Data entries:
--- START ---

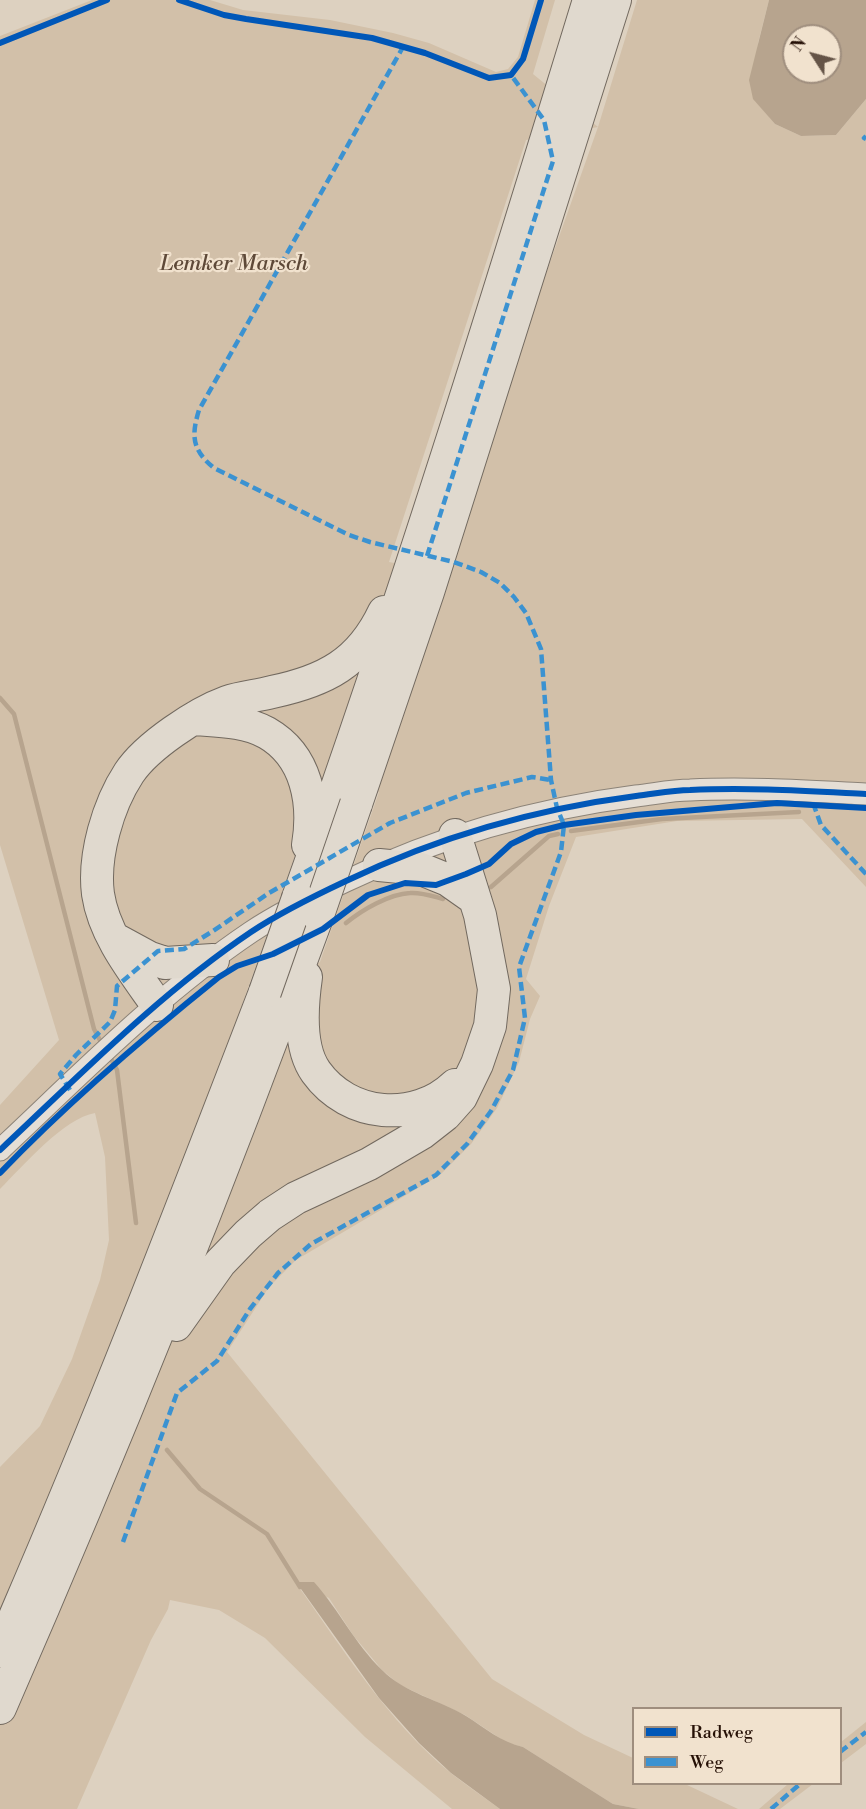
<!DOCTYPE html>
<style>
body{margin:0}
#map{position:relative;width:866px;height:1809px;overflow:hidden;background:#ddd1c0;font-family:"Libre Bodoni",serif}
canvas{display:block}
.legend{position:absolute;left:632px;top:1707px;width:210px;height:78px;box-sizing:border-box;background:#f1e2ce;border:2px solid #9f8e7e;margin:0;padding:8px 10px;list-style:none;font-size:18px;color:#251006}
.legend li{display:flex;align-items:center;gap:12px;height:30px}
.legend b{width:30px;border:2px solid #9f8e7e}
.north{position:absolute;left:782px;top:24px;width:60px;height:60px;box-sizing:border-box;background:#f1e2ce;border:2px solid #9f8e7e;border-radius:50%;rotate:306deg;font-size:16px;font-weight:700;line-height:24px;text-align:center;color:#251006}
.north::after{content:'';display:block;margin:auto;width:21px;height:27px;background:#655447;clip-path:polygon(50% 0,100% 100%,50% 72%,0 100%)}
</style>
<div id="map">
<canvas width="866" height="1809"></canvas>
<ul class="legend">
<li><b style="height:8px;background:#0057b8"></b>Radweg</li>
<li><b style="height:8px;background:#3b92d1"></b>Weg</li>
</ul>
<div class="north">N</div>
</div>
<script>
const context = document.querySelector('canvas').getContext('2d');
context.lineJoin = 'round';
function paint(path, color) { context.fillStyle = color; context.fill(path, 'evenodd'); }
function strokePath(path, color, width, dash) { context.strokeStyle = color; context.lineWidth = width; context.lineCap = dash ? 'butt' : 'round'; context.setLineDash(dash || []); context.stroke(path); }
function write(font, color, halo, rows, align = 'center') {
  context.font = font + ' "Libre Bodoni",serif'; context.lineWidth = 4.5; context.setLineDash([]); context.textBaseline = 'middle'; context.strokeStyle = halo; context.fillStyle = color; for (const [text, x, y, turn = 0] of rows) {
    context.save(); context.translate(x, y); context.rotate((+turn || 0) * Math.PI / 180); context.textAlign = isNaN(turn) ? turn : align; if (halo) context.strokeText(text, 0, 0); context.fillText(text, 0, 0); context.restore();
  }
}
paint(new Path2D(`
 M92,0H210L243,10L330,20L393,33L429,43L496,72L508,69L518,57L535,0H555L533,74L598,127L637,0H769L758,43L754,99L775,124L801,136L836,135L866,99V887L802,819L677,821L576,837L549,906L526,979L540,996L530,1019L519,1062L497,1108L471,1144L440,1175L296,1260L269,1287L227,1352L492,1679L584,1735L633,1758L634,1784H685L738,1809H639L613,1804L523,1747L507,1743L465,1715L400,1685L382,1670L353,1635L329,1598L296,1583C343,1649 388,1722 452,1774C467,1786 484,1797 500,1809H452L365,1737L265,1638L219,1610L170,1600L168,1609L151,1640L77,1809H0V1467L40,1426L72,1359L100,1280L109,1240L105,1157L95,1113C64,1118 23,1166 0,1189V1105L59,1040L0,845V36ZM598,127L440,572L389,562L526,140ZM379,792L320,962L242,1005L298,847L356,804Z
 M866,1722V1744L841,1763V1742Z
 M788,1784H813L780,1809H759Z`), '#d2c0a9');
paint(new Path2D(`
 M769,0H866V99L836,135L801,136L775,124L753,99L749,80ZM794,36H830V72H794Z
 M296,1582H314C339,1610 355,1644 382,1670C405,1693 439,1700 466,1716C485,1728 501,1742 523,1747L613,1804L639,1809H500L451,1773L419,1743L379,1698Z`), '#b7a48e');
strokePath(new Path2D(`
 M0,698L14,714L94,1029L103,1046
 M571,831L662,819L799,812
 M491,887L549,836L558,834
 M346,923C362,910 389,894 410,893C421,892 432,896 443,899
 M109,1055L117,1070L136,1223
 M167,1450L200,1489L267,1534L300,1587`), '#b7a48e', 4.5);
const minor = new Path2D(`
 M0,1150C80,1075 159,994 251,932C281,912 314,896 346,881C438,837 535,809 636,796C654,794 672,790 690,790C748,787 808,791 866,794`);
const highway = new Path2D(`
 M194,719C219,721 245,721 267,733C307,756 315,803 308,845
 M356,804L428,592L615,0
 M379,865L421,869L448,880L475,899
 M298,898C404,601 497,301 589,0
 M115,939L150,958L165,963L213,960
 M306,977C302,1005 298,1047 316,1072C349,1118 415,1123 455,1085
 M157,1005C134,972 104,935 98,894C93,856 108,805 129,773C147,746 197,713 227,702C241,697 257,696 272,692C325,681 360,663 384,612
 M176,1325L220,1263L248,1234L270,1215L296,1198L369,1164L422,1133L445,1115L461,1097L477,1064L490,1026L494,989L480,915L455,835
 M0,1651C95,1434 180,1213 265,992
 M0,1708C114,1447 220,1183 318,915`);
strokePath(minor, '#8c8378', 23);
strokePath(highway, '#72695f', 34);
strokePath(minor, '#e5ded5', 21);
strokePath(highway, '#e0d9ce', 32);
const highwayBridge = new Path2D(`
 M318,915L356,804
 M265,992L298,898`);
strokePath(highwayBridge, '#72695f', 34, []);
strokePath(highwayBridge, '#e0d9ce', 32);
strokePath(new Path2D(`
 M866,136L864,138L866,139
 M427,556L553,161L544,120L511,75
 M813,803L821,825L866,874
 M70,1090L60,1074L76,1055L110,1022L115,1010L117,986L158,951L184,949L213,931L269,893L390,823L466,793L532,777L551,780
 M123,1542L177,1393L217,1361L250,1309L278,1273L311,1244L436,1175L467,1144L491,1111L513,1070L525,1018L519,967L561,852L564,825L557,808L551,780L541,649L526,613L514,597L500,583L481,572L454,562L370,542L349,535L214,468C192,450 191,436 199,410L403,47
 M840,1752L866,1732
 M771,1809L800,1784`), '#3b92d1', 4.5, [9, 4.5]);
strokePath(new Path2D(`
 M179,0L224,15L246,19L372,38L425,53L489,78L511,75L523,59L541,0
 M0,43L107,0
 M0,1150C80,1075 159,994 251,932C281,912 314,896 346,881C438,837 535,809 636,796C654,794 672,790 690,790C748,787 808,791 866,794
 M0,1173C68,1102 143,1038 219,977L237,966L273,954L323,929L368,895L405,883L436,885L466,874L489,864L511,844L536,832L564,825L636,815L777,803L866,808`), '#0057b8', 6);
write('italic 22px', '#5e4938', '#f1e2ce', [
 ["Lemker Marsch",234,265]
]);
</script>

--- END ---
--- START ---

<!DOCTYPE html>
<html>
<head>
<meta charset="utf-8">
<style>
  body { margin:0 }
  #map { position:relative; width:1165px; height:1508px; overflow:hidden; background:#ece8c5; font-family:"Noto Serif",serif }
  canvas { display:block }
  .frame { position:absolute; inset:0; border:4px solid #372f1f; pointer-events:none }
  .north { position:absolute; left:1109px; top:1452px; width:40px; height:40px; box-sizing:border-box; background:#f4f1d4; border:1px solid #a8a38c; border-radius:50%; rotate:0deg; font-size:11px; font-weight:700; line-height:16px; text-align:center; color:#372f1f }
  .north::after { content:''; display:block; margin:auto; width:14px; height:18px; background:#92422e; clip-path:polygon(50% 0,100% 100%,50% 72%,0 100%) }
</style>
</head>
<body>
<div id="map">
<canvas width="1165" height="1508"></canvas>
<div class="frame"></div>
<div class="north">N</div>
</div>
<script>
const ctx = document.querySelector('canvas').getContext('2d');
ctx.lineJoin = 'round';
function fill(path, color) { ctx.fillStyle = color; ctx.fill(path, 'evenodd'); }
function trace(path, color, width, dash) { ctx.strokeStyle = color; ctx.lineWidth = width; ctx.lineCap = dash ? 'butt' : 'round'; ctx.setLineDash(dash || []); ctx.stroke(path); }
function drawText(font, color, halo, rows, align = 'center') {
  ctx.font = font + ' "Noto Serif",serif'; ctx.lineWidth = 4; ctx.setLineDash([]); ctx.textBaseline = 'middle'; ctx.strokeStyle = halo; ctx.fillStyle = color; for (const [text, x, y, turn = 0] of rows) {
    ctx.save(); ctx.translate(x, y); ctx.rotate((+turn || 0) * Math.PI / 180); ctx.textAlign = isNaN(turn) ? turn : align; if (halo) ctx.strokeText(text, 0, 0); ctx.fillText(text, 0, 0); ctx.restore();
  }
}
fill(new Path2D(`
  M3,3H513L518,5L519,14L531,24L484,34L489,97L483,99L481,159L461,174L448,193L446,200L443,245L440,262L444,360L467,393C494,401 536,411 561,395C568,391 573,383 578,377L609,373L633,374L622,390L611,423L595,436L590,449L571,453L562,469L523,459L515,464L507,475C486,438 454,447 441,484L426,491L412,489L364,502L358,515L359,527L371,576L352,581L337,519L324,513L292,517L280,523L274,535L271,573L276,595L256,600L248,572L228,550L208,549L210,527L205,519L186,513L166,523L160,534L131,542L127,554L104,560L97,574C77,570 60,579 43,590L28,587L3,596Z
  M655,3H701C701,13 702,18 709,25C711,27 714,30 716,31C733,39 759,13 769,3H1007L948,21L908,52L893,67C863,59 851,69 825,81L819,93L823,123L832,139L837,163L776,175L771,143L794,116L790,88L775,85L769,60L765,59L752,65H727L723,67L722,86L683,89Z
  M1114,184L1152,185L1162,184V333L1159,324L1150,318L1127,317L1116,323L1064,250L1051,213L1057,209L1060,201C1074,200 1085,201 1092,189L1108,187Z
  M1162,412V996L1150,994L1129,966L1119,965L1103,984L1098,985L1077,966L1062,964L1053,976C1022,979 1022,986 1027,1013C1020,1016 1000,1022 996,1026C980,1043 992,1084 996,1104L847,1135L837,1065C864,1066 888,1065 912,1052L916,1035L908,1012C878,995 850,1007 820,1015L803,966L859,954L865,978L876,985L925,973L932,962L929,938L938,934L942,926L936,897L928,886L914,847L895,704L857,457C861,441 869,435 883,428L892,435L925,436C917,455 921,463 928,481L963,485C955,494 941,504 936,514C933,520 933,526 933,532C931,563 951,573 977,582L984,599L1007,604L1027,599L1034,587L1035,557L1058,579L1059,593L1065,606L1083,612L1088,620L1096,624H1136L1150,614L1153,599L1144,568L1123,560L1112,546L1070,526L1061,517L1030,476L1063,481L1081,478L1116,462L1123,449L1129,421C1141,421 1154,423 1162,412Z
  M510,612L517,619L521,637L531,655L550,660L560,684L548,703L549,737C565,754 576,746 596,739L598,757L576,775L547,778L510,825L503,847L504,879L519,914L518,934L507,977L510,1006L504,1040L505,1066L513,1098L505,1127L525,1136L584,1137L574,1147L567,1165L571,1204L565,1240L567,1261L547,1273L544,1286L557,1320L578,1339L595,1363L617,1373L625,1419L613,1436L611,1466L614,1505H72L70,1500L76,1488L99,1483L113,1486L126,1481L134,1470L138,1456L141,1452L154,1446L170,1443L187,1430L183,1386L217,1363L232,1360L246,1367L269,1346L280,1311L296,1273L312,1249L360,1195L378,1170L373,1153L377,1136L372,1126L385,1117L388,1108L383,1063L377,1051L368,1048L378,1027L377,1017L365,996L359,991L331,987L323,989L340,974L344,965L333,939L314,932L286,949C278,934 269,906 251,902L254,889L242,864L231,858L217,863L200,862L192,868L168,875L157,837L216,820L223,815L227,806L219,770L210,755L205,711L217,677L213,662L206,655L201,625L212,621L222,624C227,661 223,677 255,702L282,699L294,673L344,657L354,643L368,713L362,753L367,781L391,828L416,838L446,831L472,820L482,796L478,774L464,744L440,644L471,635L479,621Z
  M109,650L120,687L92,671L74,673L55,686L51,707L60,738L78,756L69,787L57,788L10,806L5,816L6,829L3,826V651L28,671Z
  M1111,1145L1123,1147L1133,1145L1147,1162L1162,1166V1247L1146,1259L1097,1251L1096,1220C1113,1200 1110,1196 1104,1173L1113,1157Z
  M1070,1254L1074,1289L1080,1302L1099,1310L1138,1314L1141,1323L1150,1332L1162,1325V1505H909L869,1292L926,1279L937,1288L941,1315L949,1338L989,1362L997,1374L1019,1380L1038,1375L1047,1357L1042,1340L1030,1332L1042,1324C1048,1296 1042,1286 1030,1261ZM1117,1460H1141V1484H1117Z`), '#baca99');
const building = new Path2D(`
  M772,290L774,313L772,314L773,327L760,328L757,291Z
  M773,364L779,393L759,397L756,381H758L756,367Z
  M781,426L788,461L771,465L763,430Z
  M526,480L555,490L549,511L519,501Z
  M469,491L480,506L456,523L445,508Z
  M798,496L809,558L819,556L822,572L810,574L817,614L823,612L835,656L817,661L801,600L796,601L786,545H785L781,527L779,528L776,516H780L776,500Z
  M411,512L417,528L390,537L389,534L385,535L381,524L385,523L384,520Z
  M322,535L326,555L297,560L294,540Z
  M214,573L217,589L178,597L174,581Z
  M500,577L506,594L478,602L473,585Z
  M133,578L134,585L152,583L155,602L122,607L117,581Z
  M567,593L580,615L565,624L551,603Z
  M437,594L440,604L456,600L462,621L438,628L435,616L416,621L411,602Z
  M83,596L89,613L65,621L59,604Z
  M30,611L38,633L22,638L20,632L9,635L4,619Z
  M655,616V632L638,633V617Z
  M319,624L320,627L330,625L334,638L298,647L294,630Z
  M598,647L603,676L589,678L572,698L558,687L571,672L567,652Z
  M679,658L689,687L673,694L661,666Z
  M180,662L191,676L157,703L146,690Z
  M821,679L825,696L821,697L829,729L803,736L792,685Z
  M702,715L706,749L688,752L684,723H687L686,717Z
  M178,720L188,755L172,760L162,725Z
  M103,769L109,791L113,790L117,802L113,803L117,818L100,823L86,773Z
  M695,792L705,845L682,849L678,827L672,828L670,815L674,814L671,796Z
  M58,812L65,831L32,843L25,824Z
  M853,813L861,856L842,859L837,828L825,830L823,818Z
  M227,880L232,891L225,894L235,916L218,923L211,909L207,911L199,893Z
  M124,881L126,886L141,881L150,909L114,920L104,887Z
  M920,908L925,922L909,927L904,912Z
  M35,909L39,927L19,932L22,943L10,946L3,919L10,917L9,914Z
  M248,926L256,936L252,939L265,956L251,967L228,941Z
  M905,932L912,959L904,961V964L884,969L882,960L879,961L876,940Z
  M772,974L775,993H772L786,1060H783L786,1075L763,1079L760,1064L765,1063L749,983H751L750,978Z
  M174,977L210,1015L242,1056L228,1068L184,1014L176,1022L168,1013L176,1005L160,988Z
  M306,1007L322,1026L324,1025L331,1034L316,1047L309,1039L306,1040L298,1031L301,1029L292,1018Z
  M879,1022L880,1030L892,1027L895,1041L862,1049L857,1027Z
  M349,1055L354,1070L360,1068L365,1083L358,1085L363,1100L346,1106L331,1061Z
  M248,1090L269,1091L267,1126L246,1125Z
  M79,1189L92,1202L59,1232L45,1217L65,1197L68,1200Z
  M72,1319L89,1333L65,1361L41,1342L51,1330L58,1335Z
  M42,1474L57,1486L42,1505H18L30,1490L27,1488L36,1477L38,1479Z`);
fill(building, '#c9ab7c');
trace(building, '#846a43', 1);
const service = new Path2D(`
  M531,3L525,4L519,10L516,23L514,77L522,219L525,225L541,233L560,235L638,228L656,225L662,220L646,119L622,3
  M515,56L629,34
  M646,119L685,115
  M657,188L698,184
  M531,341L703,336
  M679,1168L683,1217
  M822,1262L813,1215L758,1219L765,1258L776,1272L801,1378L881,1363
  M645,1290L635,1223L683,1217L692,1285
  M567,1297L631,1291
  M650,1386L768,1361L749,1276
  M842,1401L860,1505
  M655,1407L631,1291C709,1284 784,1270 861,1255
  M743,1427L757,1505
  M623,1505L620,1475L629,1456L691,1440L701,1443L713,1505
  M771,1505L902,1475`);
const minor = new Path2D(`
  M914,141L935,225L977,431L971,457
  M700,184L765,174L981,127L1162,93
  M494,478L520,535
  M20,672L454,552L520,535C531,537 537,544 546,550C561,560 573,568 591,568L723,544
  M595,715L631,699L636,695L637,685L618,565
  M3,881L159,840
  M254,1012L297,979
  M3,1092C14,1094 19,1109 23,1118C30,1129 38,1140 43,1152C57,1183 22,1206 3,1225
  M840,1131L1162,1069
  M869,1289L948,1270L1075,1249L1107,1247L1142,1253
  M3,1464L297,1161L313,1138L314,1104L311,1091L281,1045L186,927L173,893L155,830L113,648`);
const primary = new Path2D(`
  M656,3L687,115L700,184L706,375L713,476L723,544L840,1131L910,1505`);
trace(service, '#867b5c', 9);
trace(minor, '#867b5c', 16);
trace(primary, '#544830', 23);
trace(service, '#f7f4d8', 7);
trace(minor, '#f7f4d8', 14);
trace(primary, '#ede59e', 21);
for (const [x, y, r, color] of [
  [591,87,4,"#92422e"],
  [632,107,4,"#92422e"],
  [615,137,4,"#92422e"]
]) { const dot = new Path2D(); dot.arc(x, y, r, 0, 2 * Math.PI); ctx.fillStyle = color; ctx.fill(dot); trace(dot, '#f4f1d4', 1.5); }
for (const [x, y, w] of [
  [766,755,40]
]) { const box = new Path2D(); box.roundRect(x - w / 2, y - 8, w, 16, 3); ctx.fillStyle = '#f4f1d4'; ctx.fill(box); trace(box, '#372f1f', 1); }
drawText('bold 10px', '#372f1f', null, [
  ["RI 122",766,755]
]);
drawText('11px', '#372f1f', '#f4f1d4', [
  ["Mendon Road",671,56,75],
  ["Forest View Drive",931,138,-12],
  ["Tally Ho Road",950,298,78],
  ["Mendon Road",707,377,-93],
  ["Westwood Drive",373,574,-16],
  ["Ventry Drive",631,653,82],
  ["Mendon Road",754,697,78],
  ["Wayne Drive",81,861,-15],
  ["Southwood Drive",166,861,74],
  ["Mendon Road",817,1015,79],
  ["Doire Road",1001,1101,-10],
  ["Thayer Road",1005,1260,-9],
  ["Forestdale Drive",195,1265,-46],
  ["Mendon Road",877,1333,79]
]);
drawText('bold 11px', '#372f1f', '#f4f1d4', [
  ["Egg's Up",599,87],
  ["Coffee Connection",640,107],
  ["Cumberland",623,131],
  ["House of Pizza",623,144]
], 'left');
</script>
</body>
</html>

--- END ---

What lines in the data hold the word "translate"? Return them.

ANSWER TO THIS PROBLEM
    context.save(); context.translate(x, y); context.rotate((+turn || 0) * Math.PI / 180); context.textAlign = isNaN(turn) ? turn : align; if (halo) context.strokeText(text, 0, 0); context.fillText(text, 0, 0); context.restore();
    ctx.save(); ctx.translate(x, y); ctx.rotate((+turn || 0) * Math.PI / 180); ctx.textAlign = isNaN(turn) ? turn : align; if (halo) ctx.strokeText(text, 0, 0); ctx.fillText(text, 0, 0); ctx.restore();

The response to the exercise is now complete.